Die Zuspitzung der Situation im Irak ließ den Ölpreis binnen eines Tages um fast fünf Dollar nach oben schnellen. Wir zeigen die Risiken für die momentan ausgeglichene Marktbilanz auf, die nicht nur in Angebotsausfällen, sondern auch in einem möglichen Überangebot am Markt liegen. Unter der Annahme, dass die Situation im Irak nicht eskaliert, dürfte der Brentölpreis jedoch in seiner Handelsspanne verharren.
Noch bis Dienstag war die Welt am Ölmarkt schön und heil: Wie erwartet bestätigte die OPEC auf ihrer halbjährlichen Sitzung zum fünften Mal in Folge ihr Produktionsziel. Schließlich handelt der Ölpreis seit knapp einem Jahr zumeist in einer engen Spanne zwischen 105 und 115 USD je Barrel, was sowohl für Produzenten als auch für Konsumenten ein komfortables oder zumindest akzeptables Niveau scheint (Grafik 1).
Doch die jüngste Zuspitzung der Situation im Irak, die den Brentölpreis binnen eines Tages um fast 5 USD je Barrel nach oben schnellen ließ, zeigt, dass das Gleichgewicht am Ölmarkt leicht aus dem Lot geraten kann. Während momentan die Risiken vor allem bei den Angebotsausfällen gesehen werden, könnte die ausgeglichene Marktbilanz aber durchaus auch durch eine Reduzierung der derzeit hohen ungeplanten Ausfälle in Schieflage geraten. Wir erklären, warum wir - vorausgesetzt die Situation im Irak spitzt sich nicht weiter zu - den Ölpreis vorerst weiter seitwärts tendieren sehen.
Szenario 1: Angebotsausfälle im Irak lassen den Preis kräftig steigen
Im Fokus des Marktes ist momentan die Sorge um massive Angebotsausfälle aufgrund der Islamisten-Offensive im Irak. Schließlich ist der Irak mit einer Ölförderung von 3,4 Mio. Barrel pro Tag der zweitgrößte OPEC-Produzent (Grafik 2). Er gilt zudem als Hoffnungsträger unter den OPEC-Staaten, hatte doch die Produktion laut IEA im Februar mit 3,6 Mio. Barrel pro Tag das höchste Niveau seit 1979 erreicht.
Für Ende 2014 peilt das Land sogar ein Produktionsniveau von 4 Mio. Barrel pro Tag an, nach im Durchschnitt 3,1 Mio. im letzten Jahr. Bislang sind die Kämpfer der sunnitischen Terrorgruppe ISIS zwar vor allem im Norden des Landes unterwegs, dessen Rohölexporte auch in normalen Zeiten mit knapp 500 Tsd Barrel pro Tag spürbar geringer sind als die des Südens (etwa 2,5 Mio Barrel pro Tag).
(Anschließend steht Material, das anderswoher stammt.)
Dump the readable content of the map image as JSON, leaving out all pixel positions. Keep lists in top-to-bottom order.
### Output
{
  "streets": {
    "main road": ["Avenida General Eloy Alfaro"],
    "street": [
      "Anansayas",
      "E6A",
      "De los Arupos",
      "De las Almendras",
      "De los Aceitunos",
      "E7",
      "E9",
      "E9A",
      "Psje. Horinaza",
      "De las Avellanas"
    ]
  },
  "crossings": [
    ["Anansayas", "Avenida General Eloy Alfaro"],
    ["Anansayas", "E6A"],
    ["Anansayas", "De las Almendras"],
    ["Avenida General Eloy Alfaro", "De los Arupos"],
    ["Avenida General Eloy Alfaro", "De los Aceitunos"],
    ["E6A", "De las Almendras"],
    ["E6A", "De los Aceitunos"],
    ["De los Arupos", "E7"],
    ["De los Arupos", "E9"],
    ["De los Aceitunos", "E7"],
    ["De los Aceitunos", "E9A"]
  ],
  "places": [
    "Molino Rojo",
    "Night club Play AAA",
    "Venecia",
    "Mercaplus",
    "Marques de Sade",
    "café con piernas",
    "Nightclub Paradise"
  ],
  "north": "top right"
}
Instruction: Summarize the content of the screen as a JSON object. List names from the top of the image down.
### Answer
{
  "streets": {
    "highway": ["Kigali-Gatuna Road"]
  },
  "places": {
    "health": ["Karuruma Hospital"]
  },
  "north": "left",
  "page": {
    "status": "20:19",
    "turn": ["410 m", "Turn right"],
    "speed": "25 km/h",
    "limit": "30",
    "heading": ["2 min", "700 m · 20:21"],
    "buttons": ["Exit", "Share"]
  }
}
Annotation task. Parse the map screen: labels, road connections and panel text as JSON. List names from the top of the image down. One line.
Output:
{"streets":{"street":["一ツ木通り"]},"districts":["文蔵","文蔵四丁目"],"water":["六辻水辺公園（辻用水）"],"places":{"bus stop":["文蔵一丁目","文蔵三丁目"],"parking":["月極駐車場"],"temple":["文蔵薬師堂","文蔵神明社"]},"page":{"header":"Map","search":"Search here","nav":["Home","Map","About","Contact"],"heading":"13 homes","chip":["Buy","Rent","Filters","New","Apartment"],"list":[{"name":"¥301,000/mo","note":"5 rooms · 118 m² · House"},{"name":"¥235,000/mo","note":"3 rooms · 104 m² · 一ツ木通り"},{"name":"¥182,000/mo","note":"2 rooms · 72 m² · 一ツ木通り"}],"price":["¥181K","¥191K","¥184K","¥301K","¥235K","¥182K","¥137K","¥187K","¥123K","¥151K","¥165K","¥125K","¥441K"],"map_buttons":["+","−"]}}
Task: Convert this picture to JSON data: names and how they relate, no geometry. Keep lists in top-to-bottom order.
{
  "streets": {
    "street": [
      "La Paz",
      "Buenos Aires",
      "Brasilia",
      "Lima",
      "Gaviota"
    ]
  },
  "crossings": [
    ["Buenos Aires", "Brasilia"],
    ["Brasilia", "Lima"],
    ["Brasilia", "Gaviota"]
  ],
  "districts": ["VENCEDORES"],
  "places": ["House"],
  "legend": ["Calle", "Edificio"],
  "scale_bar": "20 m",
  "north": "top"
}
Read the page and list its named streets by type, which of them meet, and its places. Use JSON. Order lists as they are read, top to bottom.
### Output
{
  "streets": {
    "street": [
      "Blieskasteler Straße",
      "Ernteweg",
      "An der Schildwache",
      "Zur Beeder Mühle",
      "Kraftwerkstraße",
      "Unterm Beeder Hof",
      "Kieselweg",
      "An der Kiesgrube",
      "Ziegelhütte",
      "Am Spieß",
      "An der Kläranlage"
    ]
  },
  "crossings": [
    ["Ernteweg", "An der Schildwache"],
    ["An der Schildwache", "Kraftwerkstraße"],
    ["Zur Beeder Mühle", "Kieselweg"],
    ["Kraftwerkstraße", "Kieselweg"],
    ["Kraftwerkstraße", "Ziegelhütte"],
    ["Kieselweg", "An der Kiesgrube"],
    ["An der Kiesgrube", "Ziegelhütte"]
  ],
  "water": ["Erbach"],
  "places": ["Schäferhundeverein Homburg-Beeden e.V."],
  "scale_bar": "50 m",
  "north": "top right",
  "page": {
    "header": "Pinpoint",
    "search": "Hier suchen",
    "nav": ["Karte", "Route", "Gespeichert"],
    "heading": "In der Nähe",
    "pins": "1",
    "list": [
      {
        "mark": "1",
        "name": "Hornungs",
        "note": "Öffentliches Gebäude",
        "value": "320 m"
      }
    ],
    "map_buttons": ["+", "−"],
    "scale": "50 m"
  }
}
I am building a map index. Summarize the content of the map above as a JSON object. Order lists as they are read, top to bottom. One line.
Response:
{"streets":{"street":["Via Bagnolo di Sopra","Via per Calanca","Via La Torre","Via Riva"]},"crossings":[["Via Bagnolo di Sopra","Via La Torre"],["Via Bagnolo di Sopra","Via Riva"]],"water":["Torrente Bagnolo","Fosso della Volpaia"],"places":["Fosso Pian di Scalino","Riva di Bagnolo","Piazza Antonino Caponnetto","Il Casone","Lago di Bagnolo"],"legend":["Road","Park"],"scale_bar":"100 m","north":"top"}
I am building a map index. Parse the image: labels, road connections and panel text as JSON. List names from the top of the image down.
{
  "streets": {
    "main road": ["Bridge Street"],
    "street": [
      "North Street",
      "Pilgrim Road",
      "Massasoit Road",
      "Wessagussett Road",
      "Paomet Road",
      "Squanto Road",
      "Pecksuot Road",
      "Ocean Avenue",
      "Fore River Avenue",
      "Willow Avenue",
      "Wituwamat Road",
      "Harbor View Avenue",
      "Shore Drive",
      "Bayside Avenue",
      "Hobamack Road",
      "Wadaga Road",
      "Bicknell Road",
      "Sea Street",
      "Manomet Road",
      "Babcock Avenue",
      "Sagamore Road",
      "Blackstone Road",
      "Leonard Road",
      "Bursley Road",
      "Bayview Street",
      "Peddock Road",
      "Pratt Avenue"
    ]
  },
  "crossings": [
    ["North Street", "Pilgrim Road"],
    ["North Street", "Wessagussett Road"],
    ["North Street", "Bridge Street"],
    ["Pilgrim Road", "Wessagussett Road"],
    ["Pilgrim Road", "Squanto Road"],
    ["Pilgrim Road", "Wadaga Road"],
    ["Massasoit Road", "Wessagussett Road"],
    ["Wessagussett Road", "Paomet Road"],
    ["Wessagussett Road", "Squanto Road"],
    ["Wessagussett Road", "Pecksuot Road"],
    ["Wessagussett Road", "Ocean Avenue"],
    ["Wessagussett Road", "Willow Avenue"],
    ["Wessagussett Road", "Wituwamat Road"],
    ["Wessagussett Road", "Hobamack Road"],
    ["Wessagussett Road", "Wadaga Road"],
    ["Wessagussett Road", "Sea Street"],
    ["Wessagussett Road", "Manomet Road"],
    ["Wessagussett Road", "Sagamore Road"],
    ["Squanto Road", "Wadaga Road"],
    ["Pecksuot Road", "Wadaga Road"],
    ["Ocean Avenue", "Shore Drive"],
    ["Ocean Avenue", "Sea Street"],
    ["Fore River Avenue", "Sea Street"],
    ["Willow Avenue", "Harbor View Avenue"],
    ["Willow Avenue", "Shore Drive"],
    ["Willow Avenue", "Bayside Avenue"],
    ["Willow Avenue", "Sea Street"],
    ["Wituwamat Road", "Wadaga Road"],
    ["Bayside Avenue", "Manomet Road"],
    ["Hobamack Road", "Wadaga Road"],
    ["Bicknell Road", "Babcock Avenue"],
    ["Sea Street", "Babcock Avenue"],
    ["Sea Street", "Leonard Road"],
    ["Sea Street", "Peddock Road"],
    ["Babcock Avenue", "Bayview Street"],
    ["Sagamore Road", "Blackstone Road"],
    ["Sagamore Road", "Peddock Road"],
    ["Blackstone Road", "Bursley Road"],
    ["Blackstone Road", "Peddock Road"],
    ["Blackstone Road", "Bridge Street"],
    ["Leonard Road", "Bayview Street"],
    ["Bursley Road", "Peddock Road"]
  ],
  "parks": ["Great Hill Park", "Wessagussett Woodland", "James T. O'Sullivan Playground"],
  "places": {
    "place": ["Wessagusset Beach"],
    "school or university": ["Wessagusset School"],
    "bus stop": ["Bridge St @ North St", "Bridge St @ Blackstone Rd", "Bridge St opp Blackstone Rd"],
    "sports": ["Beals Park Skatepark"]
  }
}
Und momentan liegen sie aufgrund der beschädigten Kirkuk-Ceyhan Pipeline ohnehin bei Null. Sorgen bereitet aber das schnelle Vordringen der Extremisten. Angeblich steht ISIS kurz vor Bagdad. Die USA erwägen inzwischen Luftschläge, um die irakischen Streitkräfte im Kampf gegen die ISIS zu unterstützen.
Sollte sich die Situation weiter zuspitzen und Produktionsausfälle im Süden des Landes drohen, welche die in Libyen deutlich übertreffen, würde der Ölpreis sicherlich um weitere 10 USD je Barrel steigen. Noch ist dies aber nicht unser Hauptszenario.
Szenario 2: Störung des Gleichgewichts durch ein Überangebot
Bis Mitte der Woche galt wohl eher das Szenario eines Überangebots am Ölmarkt als wahrscheinlicher. Schließlich ist das momentane Gleichgewicht vor allem den sogenannten ungeplanten Produktionsausfällen der OPEC-Mitgliedsstaaten Libyen und Iran zu verdanken.
Libyen verantwortet Ausfälle in Höhe von knapp 1,4 Mio Barrel pro Tag, was knapp der Hälfte der momentan fehlenden Produktion entspricht. Seit letzten Sommer kommt es in dem nordafrikanischen Land, das sich anfangs überraschend schnell von den Produktionseinbußen im Bürgerkrieg 2011 erholen konnte, immer wieder zu Unruhen und Protesten, welche zu immer größeren Einbußen bei der Ölproduktion geführt haben (Grafik 3).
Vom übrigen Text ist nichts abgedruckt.